I have read that every artist, painter or photographer returns again and again to the same place to gain perspective, and to respond to what touches him or her about it.  Kinney Road is more dramatic. Callaway Road is more classically beautiful. The Rouse Farm is more evocative. My many collapsing barns and skanky farms are more atmospheric. But Sheldon Road is simple, and as it winds between my town and Vermont, it captures the setting sun in a very particular way. I have it timed right now. If I get to Sheldon Road by 4:15, I can catch the sun setting on the hills beyond, and it shoots right through those trees and onto the snowy and icy road, and bounces off the treet trunks. It suggests the passage of time, and its fragility.

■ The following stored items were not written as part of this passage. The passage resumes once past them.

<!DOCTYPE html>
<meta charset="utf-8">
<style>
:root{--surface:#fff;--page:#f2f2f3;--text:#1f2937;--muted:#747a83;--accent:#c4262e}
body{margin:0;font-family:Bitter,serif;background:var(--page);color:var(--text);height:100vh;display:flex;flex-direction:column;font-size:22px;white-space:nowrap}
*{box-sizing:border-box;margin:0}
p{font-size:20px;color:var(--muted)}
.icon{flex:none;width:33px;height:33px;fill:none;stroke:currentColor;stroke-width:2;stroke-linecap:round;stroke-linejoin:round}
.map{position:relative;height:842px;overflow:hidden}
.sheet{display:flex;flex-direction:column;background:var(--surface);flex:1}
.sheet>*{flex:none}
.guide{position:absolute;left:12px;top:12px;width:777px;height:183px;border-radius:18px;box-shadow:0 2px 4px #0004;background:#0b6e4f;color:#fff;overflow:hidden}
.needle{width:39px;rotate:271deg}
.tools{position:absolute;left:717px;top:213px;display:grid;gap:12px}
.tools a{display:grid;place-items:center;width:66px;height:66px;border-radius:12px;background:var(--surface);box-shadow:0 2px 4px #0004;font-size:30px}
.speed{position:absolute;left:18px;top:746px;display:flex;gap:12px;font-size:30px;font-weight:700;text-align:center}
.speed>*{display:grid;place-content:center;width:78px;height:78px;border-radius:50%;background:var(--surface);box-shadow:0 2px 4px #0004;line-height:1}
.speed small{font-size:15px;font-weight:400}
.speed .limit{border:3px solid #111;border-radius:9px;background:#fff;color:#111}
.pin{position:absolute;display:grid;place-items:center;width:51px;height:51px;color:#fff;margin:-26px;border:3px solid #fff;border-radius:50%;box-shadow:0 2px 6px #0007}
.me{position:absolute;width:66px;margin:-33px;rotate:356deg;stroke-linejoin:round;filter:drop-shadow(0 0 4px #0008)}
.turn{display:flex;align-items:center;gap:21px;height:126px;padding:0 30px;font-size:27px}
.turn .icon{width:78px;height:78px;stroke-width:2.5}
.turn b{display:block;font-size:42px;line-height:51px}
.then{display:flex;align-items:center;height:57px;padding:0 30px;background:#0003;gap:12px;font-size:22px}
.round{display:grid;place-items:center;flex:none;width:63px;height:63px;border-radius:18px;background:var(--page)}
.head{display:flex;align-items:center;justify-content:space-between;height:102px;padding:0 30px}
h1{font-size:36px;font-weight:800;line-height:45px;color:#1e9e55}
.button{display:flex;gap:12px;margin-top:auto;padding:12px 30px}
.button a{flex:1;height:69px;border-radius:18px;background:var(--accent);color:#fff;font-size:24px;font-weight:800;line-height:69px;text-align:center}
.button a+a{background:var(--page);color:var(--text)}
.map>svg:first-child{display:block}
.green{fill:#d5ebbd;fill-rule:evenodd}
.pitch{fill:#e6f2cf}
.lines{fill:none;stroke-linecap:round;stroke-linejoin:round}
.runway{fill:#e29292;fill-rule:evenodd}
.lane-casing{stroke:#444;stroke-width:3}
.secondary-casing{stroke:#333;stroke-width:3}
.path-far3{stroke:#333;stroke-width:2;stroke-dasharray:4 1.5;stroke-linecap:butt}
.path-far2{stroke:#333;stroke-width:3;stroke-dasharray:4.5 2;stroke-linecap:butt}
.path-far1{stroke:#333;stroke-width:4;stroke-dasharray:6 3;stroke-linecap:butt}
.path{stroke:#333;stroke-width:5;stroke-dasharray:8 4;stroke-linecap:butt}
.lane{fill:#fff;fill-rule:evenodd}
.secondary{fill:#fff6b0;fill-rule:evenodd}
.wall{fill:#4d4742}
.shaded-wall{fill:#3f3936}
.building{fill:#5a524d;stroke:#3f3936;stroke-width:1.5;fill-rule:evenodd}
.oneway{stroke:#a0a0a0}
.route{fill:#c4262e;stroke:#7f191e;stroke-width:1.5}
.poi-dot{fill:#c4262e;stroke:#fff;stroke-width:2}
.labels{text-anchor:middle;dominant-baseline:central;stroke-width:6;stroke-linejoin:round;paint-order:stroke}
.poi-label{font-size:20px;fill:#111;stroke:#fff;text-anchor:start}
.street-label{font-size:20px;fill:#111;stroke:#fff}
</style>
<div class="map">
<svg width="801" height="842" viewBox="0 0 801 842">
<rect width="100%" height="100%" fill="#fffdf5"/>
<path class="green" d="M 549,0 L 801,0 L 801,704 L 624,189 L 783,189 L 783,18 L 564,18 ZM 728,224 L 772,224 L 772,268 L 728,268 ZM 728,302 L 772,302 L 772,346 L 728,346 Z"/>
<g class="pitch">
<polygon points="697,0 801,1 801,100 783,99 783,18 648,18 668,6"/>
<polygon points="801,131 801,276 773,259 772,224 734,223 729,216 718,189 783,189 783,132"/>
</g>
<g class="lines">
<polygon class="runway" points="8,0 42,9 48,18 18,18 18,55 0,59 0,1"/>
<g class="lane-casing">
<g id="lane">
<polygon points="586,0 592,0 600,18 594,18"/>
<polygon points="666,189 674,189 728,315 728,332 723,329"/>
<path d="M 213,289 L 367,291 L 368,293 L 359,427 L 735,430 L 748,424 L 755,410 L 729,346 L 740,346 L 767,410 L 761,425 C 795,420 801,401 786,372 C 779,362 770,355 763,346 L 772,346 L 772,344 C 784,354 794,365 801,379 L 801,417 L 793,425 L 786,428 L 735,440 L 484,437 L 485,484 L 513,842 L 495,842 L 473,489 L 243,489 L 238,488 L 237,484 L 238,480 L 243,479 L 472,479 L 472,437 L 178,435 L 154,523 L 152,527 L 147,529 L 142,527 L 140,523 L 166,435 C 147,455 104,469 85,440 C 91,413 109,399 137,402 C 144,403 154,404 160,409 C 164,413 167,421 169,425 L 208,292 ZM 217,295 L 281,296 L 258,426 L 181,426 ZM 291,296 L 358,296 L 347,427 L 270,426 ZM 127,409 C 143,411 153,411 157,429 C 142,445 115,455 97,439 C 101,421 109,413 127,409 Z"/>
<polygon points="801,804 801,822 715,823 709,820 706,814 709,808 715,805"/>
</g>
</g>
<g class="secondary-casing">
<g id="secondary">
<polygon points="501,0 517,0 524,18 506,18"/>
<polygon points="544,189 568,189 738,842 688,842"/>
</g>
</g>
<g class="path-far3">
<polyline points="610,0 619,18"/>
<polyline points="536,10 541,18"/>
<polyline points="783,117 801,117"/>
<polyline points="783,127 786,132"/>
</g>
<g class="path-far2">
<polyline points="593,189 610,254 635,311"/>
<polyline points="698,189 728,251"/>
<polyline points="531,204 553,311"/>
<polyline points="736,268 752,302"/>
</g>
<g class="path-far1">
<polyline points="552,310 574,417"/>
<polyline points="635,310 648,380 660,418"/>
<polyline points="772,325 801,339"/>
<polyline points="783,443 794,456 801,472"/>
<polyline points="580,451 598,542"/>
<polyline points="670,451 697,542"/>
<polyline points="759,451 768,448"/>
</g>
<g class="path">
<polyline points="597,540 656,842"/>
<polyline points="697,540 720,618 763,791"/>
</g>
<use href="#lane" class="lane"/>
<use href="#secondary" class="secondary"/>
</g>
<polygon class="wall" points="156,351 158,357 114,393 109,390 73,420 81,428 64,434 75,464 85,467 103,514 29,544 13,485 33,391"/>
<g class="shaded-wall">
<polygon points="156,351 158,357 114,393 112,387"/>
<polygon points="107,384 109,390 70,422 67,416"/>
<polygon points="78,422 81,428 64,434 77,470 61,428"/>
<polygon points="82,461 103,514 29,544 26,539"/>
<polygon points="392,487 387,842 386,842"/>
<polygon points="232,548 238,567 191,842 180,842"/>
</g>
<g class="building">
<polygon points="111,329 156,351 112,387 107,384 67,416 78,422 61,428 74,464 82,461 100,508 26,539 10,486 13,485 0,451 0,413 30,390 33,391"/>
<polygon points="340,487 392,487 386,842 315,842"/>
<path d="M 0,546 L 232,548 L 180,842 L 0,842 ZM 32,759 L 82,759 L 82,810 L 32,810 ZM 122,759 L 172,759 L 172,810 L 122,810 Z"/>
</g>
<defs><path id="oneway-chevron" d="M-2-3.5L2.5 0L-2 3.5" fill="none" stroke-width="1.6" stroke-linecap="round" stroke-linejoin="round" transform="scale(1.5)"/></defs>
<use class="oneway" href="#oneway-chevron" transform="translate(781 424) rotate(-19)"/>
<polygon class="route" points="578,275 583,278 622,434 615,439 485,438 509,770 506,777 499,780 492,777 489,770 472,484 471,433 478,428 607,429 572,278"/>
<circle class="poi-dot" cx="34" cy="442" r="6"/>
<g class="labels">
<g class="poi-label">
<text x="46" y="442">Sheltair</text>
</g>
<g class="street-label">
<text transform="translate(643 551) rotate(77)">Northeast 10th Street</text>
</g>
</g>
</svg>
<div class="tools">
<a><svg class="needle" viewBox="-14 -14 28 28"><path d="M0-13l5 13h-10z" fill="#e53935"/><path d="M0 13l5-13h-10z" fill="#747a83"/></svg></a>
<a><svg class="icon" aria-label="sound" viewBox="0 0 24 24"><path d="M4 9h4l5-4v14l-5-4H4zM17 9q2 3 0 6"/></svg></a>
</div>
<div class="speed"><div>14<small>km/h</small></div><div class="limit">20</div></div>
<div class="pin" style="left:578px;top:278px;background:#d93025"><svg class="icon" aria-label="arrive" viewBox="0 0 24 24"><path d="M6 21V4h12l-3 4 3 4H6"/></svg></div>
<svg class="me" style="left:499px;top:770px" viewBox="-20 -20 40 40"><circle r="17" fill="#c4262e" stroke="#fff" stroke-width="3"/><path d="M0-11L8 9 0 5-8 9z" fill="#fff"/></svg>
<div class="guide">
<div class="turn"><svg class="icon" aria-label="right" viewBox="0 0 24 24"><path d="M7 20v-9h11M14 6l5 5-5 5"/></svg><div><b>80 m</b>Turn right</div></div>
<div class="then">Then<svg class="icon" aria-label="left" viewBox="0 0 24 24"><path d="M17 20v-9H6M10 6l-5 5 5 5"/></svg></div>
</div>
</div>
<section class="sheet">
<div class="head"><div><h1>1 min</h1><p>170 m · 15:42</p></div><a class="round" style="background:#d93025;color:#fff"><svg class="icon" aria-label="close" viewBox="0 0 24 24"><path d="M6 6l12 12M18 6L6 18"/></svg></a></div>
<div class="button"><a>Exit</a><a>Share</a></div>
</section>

I had a wonderful lunch with a friend today. We talked about fear. I said I had shivers when I remember how much fear I was in, but am not in so much anymore. You can put it aside, see beyond it  and into your life. It is a space to cross, just like Sheldon Road. It is amazing, I told my friend, how sweet and rich life can be when you choose not to live in fear.  Nothing much is harder than living in fear.

There is no such thing as a perfect life, surely not mine. I remember standing in a field with my camera a few years ago and saying to myself over and over again, I will not live like this, I will not spend the rest of my life like this. That is not my story anymore and I don’t know how it works, but I saw this clearly as I stood in the road (Maria was not with me) and pointed the camera and saw, through my iced up and fingerprint smeared viewfinder, the setting sun on Kinney Road.